The above opens many interesting questions about entropy and the order that would arise if things were to be let run for long enough, but for the purposes here, I'll tidy up concluding that our current frameworks for the creation of intelligence are misaligned and merely 'convenient'.

When the scaling laws 'clicked' back in the days of AlexNet, we rode the compute wave focusing on how data aggregation and data expression could be used to create intelligent systems. Now, I think we need to re-think from first principles what are the constraints that led to the emergence of intelligence and simulate those environments and circumstances.

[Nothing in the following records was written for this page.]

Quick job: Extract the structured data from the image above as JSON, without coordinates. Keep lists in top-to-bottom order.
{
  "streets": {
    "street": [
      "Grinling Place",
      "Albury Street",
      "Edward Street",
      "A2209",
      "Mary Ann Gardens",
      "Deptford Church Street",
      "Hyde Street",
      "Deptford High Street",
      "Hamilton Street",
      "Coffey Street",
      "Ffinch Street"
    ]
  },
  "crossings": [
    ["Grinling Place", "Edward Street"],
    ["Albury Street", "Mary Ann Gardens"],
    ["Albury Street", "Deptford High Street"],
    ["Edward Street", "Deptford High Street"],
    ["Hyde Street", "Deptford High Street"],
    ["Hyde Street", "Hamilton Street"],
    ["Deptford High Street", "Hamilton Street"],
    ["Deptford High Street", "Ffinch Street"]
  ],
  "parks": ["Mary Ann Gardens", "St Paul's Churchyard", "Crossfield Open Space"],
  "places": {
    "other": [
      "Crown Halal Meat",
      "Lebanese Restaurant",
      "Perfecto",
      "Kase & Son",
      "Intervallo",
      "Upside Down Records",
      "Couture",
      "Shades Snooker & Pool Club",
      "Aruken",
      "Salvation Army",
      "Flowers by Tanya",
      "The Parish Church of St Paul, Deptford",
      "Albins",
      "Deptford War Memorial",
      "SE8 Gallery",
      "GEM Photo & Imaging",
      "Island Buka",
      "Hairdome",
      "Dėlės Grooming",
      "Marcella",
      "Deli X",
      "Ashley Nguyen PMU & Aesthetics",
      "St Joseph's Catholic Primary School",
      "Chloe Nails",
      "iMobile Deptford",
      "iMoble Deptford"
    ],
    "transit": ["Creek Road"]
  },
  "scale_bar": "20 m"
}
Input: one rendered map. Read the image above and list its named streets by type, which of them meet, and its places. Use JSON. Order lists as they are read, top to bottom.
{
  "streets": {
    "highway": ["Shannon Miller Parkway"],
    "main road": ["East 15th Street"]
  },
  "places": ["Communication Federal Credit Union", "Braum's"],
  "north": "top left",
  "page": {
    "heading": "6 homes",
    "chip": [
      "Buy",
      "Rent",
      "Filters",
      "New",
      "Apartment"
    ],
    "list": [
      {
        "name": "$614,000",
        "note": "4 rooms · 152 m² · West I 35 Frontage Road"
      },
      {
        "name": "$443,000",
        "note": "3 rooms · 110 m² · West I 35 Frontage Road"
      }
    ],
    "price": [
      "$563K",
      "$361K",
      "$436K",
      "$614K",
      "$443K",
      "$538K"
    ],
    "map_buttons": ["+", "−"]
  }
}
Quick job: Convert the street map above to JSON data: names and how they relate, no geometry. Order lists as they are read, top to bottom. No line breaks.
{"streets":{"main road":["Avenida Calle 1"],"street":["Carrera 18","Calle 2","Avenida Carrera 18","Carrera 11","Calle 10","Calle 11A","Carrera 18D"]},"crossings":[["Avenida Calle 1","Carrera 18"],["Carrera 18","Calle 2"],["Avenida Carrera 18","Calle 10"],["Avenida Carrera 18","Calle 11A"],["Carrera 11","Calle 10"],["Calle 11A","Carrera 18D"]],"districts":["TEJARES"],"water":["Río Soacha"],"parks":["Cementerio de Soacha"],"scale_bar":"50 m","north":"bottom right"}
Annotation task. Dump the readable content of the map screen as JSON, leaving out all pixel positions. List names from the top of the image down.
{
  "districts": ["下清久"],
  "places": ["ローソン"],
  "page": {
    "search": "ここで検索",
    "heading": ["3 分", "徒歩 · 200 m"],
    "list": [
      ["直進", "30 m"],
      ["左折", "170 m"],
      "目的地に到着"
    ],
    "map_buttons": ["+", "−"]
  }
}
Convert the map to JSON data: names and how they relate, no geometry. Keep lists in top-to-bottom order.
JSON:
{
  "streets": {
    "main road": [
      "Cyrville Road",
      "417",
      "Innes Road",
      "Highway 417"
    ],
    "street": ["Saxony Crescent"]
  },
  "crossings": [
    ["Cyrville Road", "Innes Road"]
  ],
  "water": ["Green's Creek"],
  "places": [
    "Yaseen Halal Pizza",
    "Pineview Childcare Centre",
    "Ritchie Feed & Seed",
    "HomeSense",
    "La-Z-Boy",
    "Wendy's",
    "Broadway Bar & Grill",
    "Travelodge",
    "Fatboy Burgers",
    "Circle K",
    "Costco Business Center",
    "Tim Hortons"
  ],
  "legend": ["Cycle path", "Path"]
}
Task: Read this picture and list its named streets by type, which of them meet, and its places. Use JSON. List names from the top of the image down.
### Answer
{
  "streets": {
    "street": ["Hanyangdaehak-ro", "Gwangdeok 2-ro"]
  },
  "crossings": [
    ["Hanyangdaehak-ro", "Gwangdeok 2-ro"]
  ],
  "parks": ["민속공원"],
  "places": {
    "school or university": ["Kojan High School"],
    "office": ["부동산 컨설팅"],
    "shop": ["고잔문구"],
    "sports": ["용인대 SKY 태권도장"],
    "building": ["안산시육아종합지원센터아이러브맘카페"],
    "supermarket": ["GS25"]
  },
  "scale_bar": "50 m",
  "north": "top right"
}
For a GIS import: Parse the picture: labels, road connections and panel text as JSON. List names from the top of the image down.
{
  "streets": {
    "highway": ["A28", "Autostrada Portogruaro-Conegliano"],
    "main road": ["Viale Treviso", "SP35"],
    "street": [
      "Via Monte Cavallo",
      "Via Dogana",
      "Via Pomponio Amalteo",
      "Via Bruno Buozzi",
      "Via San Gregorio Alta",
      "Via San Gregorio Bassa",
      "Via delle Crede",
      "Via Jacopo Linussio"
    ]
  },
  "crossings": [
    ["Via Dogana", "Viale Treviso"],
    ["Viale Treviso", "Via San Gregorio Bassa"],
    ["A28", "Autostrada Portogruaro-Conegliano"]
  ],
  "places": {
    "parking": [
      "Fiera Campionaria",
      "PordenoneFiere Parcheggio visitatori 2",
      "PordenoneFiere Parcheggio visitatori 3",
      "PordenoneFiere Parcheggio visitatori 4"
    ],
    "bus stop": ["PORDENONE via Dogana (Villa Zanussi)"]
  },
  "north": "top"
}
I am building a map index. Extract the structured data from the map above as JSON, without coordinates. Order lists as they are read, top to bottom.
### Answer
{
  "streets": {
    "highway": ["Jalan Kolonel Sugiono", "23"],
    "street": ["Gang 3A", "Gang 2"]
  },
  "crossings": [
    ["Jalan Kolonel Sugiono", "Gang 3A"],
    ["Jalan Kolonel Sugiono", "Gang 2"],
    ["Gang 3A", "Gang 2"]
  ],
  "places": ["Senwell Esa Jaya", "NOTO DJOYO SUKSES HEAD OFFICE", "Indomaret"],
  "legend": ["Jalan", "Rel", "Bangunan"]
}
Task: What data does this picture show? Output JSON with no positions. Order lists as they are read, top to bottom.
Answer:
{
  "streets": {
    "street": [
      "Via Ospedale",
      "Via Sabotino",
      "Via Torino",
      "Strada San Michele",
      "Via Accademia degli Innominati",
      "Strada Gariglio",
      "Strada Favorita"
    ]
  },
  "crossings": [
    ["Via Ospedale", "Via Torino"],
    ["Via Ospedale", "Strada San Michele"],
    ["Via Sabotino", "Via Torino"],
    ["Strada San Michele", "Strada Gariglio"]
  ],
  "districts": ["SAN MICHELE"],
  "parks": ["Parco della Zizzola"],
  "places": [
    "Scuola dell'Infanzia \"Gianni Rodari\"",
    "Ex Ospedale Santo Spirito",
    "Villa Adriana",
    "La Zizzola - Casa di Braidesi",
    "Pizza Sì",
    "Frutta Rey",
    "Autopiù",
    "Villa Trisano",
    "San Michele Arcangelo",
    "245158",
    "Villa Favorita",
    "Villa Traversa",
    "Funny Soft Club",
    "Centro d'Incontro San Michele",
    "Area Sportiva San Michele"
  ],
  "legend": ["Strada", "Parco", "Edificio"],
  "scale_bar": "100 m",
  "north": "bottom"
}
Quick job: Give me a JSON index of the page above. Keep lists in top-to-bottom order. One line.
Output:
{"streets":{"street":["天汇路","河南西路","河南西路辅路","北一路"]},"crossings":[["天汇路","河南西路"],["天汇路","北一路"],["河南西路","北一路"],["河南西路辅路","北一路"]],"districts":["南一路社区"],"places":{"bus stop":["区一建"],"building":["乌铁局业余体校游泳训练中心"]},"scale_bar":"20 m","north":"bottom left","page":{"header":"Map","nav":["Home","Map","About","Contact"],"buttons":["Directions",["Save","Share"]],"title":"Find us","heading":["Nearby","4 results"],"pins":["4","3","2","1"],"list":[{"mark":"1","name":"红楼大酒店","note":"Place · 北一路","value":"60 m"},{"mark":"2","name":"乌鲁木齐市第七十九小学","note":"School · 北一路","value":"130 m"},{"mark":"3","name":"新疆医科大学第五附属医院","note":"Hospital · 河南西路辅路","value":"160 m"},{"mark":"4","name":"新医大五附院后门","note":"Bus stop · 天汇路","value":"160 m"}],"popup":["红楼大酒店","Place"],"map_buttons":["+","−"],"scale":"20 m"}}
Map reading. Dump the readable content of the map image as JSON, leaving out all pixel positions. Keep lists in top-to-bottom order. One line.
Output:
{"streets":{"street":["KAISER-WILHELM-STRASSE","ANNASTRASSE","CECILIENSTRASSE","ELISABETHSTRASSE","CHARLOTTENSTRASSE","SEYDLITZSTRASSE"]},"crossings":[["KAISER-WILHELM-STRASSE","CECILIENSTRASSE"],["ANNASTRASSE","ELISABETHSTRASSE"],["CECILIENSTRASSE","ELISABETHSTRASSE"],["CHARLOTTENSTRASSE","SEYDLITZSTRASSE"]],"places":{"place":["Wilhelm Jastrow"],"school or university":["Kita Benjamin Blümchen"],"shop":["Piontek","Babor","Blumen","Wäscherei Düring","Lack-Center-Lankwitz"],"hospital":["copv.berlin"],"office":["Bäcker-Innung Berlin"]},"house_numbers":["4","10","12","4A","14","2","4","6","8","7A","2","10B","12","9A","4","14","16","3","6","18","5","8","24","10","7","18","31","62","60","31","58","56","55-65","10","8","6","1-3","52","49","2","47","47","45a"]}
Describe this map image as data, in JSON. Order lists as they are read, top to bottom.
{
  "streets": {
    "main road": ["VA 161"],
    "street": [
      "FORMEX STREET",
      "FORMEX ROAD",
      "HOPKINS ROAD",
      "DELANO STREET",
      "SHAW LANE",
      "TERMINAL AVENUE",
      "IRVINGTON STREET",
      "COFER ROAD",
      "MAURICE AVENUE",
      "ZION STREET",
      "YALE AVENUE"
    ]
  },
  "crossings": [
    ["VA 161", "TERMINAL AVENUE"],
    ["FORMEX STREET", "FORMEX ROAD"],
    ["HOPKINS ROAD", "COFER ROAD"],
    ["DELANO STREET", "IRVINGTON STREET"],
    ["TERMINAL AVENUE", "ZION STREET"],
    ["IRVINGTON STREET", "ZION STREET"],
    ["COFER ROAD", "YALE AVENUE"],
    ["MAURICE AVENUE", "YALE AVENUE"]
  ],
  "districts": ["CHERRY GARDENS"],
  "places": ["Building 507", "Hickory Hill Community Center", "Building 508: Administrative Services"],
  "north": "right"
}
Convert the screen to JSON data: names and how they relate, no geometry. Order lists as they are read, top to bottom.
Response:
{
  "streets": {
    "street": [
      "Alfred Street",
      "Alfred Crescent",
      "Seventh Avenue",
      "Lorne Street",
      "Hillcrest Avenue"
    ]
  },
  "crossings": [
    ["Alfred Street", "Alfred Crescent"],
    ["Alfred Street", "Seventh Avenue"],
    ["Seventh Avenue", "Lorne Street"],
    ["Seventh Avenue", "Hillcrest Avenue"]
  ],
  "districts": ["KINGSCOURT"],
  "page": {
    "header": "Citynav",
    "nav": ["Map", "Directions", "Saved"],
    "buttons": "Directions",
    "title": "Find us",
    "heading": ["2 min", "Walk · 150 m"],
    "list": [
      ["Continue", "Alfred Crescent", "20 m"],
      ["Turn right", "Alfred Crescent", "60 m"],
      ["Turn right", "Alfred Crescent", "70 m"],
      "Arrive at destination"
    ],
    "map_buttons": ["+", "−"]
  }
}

As mentioned in the video, if we don't make the underlying model architectures learn from the bottom up they won't form the right internal representations of concepts needed to generalize across domains. This seems to be part of the underlying intelligence algorithm, and I think it's an exciting road to see how it will be developed. I'd bet it won't be thought out by a mathematician or AI person, though. It's too abstract for that. I place better odds at that it will be some group of generalists from a different field solving a similar problem. I just hope we'll get to see it within our lifetimes.

Footnotes

  1. It is worth noting that depending on how one defines intelligence, this argument can be twisted plenty. I remember a quote from Naval Ravikant that read 'The only true test of intelligence is if you get what you want out of life'. By this definition, we might argue that intelligence is indeed a matter of nurture, as the emerging 1% example doesn't clarify if these 1% are entrepreneurs or scientists. Anyone with enough business context and perseverance can eventually become an entrepreneur. Is this applicable for scientists as well? I believe yes, but to be precise when evaluating Naval's argument we'd want to look at how many in the 1% did something intellectually taxing and how many simply were focused or disciplined enough to make something that people wanted. I would still argue that given the sheer amount of problems that need solving to get to the 1% from a disadvantaged position, anyone who can do so is intelligent.